Caracas, Hezbollah et Téhéran, terrorisme et poudre blanche.





Par Gilles RAPHEL, pour Aschkel.over-blog.fr et Lessakele.over-blog.fr



Un récent rapport de l’US GAO (United States Government Accountability Office),publié le 5 juin dernier et intitulé : DRUG CONTROL, US Counternarcotics Coopération with Venezuela Has Declined  met en avant et analyse la chute de la coopération américano-vénézuélienne dans le contrôle du trafic de cocaïne.

http://blog.kornemuz.com/images/200806/20080624d_sous_marin_trafic_drogue.jpg

Il s’agit d’un euphémisme, le passage de la cocaïne colombienne par le Venezuela vers les Etats Unis et l’Europe s’élevait à 60 tonnes en 2004 pour atteindre 260 tonnes en 2007 (soit plus de 17% de la cocaïne produite) et près de 400 tonnes en 2008.

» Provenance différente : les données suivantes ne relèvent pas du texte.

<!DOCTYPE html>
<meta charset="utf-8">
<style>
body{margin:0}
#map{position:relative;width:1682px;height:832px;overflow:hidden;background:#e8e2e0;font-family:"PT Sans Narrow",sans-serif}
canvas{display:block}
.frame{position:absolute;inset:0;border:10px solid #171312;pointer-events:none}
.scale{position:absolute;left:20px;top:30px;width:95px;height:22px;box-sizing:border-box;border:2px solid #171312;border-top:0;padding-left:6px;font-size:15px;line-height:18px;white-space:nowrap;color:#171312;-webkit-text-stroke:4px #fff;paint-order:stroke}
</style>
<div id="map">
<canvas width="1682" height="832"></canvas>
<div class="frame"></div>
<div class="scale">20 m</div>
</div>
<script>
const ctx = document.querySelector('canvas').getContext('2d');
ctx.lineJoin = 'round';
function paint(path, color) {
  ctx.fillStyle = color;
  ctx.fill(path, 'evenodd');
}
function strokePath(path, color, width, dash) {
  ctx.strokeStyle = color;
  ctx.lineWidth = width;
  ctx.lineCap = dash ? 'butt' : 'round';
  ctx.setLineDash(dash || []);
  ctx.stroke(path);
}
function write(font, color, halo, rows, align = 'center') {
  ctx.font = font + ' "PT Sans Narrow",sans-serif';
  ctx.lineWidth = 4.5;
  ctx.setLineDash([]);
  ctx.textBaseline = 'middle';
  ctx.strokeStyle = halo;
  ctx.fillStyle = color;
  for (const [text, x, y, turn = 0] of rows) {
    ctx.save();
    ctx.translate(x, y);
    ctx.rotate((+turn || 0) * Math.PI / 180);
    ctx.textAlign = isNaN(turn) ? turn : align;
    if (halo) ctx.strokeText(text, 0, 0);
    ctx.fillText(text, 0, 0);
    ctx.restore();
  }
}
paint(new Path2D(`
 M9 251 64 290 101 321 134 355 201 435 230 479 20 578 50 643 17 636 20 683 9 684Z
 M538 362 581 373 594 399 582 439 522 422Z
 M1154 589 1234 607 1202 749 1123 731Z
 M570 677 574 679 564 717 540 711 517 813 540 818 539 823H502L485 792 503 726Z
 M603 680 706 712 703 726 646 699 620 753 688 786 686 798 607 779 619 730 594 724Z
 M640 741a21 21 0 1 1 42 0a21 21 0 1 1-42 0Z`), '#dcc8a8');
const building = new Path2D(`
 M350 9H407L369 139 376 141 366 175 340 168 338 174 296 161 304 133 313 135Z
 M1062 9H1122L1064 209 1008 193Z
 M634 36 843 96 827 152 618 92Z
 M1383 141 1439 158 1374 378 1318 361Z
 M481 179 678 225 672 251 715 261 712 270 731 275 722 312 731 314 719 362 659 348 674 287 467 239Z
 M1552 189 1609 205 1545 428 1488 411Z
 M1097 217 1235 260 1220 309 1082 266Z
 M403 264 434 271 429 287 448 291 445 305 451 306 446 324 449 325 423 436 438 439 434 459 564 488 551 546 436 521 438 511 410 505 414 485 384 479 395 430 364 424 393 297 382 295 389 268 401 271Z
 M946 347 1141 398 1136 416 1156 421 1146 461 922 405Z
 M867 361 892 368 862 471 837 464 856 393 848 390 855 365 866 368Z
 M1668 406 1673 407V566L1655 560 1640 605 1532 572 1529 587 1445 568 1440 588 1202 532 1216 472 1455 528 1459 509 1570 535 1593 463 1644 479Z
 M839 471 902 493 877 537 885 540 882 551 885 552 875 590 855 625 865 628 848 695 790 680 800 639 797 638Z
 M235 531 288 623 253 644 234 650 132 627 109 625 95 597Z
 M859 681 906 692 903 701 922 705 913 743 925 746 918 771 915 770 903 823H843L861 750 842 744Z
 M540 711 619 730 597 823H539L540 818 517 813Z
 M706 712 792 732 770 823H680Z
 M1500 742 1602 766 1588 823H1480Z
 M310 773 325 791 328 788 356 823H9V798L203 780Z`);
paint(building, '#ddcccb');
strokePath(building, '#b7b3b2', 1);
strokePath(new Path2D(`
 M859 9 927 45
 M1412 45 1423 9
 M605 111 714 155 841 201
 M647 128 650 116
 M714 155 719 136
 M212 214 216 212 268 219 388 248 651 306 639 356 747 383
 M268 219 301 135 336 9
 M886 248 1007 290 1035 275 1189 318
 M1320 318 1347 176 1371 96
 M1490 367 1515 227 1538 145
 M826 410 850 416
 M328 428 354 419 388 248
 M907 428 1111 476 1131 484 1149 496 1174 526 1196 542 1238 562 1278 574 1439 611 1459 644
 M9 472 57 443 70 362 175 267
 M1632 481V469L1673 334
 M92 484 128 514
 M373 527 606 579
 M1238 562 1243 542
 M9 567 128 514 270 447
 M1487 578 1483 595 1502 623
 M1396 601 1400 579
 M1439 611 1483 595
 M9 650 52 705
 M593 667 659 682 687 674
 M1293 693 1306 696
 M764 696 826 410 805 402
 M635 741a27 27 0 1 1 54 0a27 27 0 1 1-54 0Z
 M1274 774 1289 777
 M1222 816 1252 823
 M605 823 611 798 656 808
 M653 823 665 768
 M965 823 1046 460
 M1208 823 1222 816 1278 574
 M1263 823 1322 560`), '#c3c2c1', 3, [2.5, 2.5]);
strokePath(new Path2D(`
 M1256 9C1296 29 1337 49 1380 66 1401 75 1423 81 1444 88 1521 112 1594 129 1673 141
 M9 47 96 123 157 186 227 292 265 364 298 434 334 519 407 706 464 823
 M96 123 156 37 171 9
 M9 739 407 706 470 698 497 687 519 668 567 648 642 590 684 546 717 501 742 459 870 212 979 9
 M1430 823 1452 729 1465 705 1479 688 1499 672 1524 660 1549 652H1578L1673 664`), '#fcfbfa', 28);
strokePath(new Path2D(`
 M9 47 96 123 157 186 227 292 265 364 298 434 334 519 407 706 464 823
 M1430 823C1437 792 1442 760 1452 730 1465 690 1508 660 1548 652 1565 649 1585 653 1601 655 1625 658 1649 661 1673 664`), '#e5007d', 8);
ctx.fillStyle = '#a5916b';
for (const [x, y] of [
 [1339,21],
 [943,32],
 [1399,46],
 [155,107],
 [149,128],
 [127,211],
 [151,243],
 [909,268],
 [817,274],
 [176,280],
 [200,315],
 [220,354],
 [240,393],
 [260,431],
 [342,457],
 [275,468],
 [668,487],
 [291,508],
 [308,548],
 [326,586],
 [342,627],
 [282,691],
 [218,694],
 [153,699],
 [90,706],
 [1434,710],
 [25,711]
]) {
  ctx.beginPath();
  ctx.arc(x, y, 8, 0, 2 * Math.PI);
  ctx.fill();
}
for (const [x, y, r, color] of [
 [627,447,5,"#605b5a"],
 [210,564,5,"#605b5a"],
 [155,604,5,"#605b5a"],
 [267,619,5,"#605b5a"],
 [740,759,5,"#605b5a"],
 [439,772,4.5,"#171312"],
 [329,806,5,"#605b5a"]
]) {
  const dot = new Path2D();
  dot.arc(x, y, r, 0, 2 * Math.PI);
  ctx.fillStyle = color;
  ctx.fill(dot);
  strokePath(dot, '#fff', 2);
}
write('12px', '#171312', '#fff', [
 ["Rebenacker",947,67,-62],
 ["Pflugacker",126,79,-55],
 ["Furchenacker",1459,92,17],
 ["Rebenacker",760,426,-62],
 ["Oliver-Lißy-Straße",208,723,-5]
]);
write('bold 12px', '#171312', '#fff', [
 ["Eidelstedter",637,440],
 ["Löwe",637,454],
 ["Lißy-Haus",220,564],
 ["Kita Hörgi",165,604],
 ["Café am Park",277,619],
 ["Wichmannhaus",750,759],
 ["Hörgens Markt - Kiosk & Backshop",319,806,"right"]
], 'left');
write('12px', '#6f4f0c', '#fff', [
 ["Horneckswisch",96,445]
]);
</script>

http://www.lepoint.fr/content/system/media/2/20071107/2007-11-07T194723Z_01_NOOTR_RTRIDSP_2_OFRWR-AFRIQUE-COCAINE-20071107.jpg


Trois principales raisons à cet échec sont identifiables : l’éloignement politique entre Washington et Caracas, l’implantation progressive du hezbollah au Venezuela, le rapprochement stratégique entre Caracas et Téhéran.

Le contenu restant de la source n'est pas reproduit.